By Shashank Nayar
(Reuters) – U.S. stock index futures slipped on Thursday as focus turned to service sector surveys and labor market reports for cues on the trajectory of inflation, while a rally in so-called “meme stocks” continued, with BlackBerry and AMC jumping over 17%.
The U.S. economy added fewer people in the private sector in May, an ADP national employment report before the bell is expected to show, setting up for the closely watched official payrolls report on Friday.
Separately, the Labor Department data is likely to indicate the number of Americans filing new claims for unemployment fell below 400,000 for the first time since the start of the pandemic. ISM’s survey on the service sector, which accounts for two-thirds of the U.S. economy, will be released after markets open.

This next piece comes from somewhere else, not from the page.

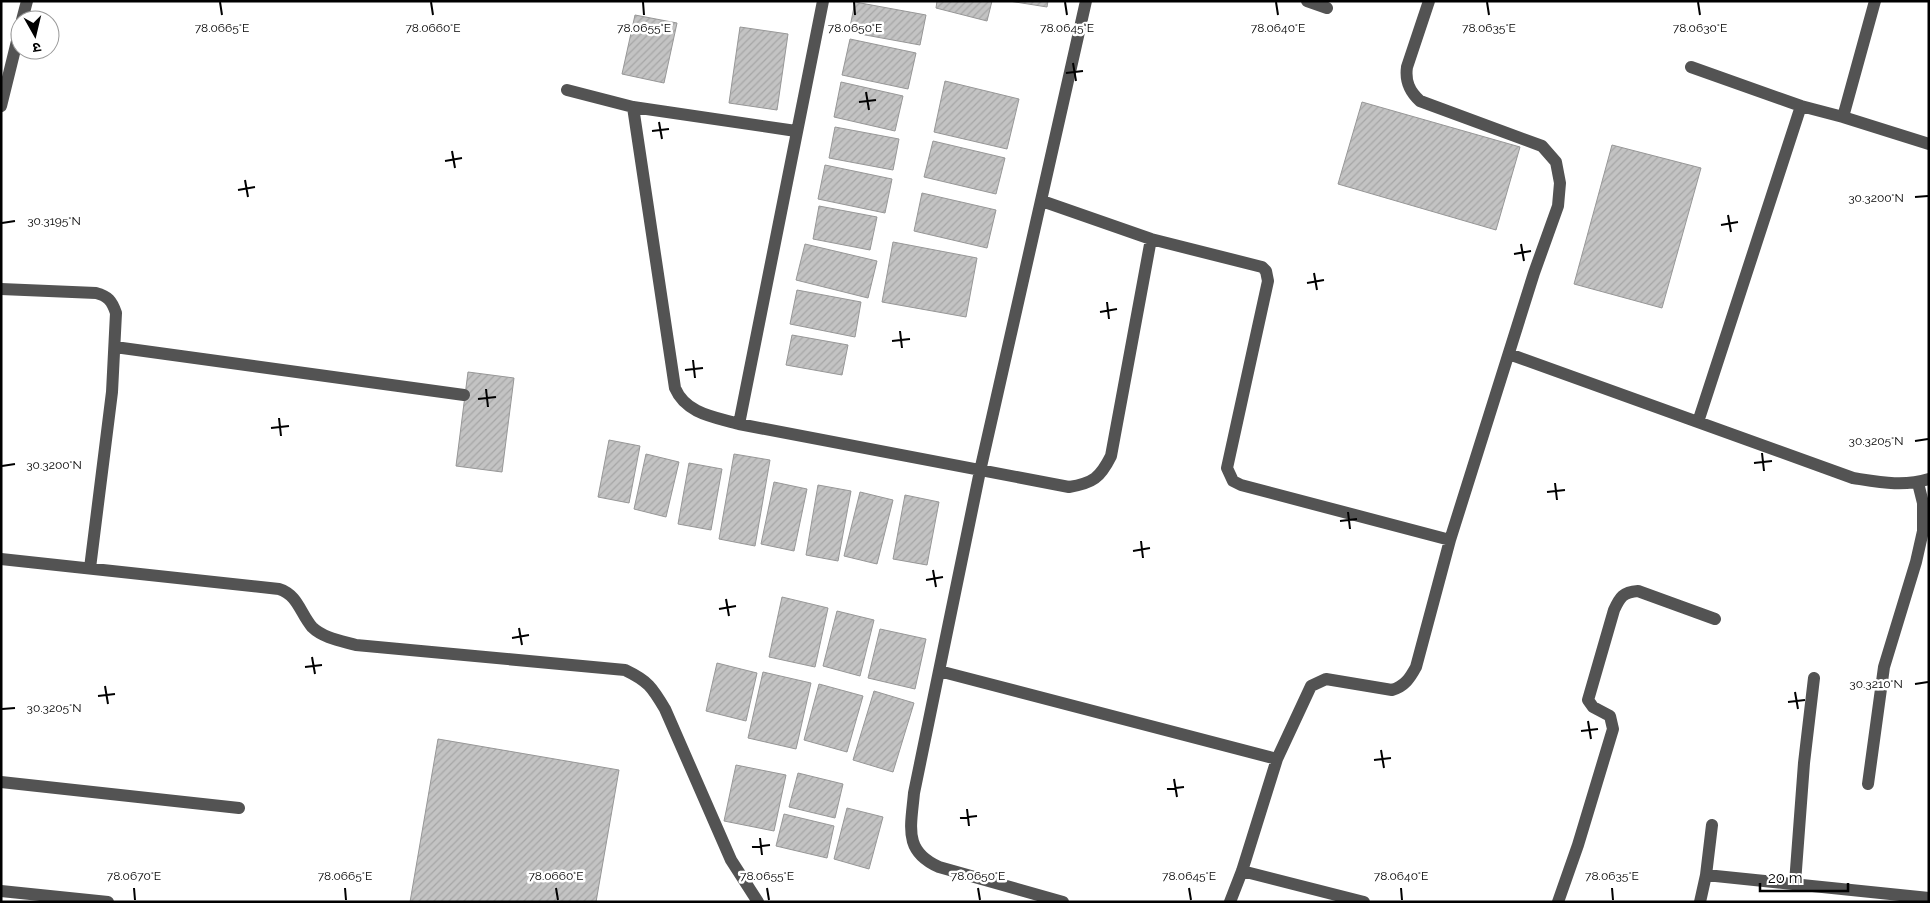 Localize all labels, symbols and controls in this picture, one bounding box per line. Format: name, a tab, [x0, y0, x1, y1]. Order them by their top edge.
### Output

Concerns over a labor shortage fueling inflationary pressures have raised fears that the Federal Reserve would pare back its crisis support sooner than expected, despite central bank officials’ reassurances to the contrary.
The Fed on Wednesday said it would begin to unwind the corporate bond holdings it acquired last year to calm credit markets, adding that it was unrelated to its monetary policy.
The blue-chip Dow has edged higher in the past five session as investors piled into stocks likely to benefit from an economic reopening.
At 6:52 a.m. ET, Dow e-minis were down 148 points, or 0.43%, S&P 500 e-minis were down 20.25 points, or 0.48%, and Nasdaq 100 e-minis were down 74.75 points, or 0.55%.
FireEye Inc dropped 4.8% after the cybersecurity firm said it would sell its products business, including the FireEye name, to a consortium led by private equity firm Symphony Technology Group for $1.2 billion in cash.
Shares of AMC Entertainment and BlackBerry Ltd jumped 19.3% and 22.1%, extending a red-hot rally driven by small-time investors on online trading platforms.